# [EXERCISE]
Your answer should hold all lines of the entries that include the word "name".

# [DATA IN THIS EXERCISE]
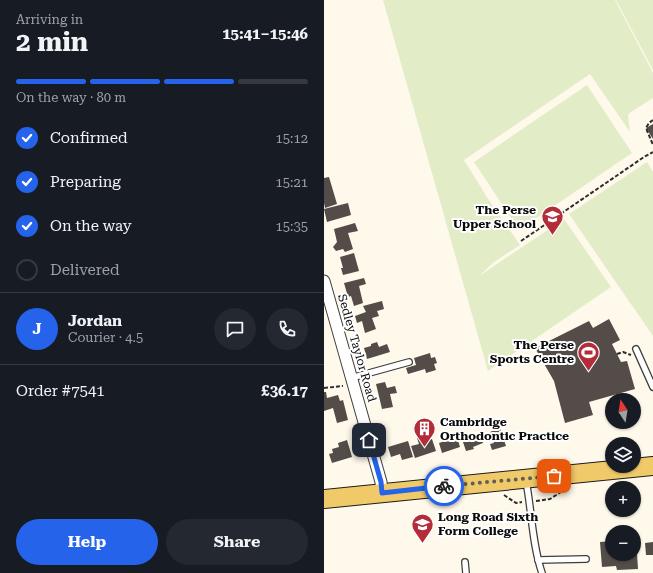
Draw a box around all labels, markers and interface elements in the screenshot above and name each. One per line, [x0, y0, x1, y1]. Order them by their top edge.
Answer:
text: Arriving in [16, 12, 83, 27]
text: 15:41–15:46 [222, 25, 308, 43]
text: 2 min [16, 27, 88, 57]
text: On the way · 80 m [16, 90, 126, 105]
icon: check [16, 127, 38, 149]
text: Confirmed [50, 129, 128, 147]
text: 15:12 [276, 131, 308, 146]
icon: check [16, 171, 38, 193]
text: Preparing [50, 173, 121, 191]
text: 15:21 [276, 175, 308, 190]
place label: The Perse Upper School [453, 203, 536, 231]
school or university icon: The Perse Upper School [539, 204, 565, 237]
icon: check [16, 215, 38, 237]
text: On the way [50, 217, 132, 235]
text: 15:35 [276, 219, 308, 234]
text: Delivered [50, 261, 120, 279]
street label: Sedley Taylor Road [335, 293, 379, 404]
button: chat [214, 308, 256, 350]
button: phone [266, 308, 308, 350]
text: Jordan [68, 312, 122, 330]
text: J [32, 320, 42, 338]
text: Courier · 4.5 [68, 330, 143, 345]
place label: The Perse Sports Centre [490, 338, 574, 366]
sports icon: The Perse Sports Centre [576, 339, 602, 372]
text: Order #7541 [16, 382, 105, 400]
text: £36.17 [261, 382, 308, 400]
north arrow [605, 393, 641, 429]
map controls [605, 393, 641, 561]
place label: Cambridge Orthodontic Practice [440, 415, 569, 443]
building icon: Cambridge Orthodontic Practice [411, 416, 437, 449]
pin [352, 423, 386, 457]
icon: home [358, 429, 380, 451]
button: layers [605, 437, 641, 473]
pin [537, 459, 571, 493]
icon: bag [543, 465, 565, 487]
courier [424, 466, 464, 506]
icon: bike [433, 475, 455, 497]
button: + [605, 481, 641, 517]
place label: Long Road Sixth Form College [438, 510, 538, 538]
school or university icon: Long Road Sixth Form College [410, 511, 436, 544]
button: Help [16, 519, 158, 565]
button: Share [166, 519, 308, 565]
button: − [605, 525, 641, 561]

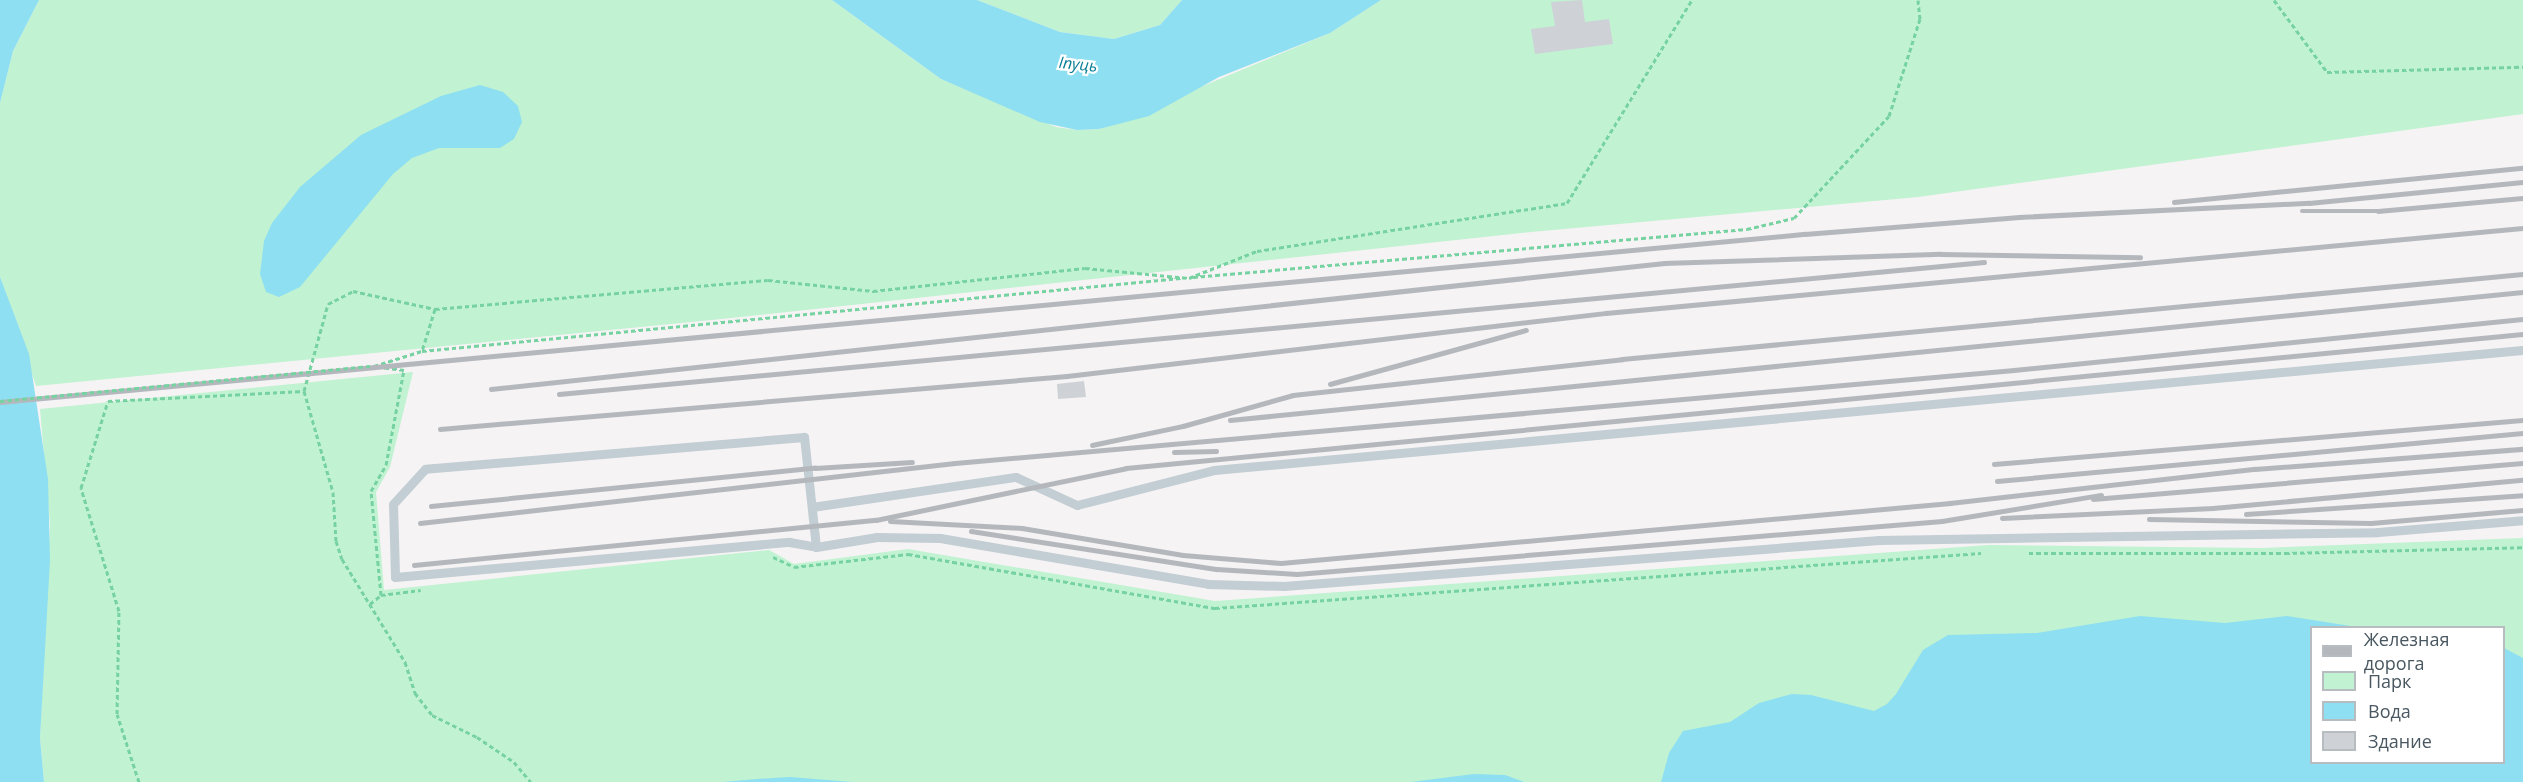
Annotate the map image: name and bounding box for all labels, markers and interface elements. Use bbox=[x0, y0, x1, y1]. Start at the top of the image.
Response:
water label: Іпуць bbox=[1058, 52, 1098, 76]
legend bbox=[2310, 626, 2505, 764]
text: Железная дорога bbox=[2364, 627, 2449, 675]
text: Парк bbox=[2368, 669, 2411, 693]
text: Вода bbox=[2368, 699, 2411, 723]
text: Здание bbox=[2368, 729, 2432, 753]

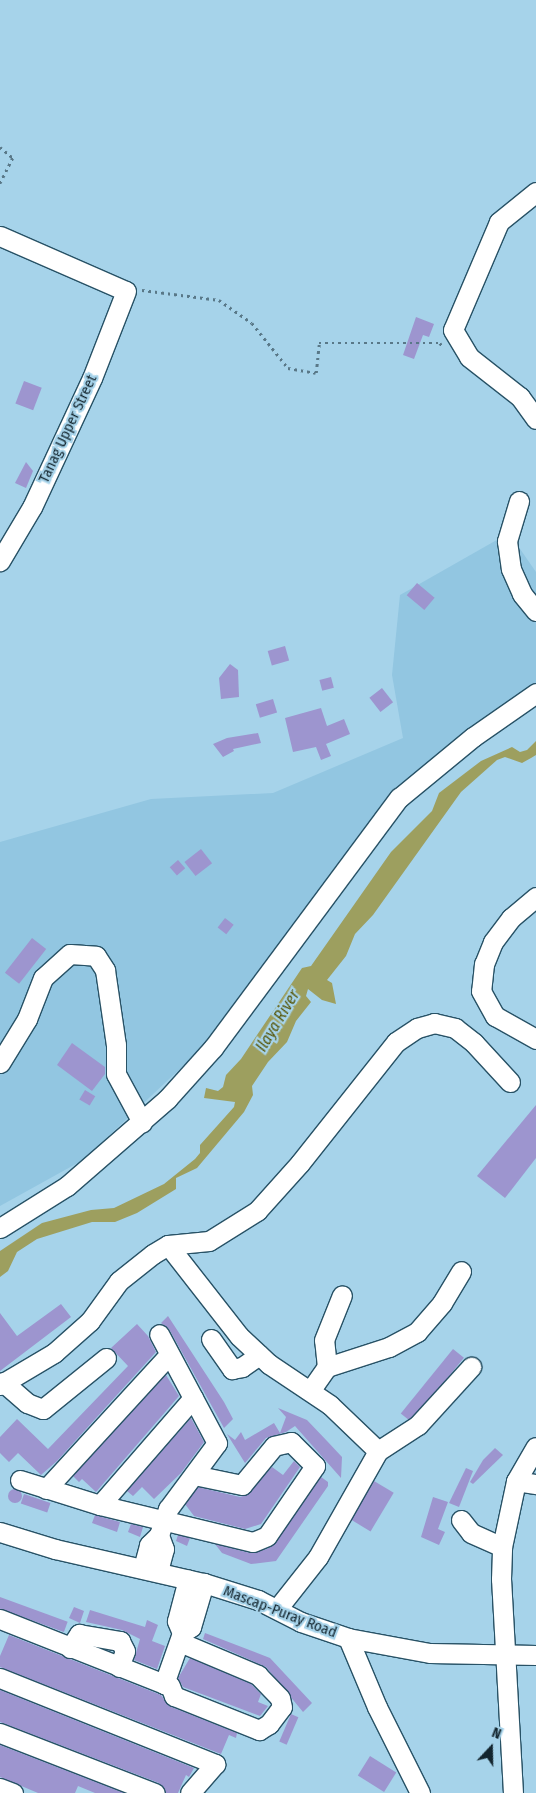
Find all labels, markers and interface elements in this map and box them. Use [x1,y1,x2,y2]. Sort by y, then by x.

# [TASK ANSWER]
Draw a box around all labels, markers and interface elements in the screenshot above and name each. One per line, [x0, y0, x1, y1]. Order them by their top edge.
Annotate the map image: name and bounding box for all labels, markers and interface elements. Use bbox=[x0, y0, x1, y1]. Start at the top of the image.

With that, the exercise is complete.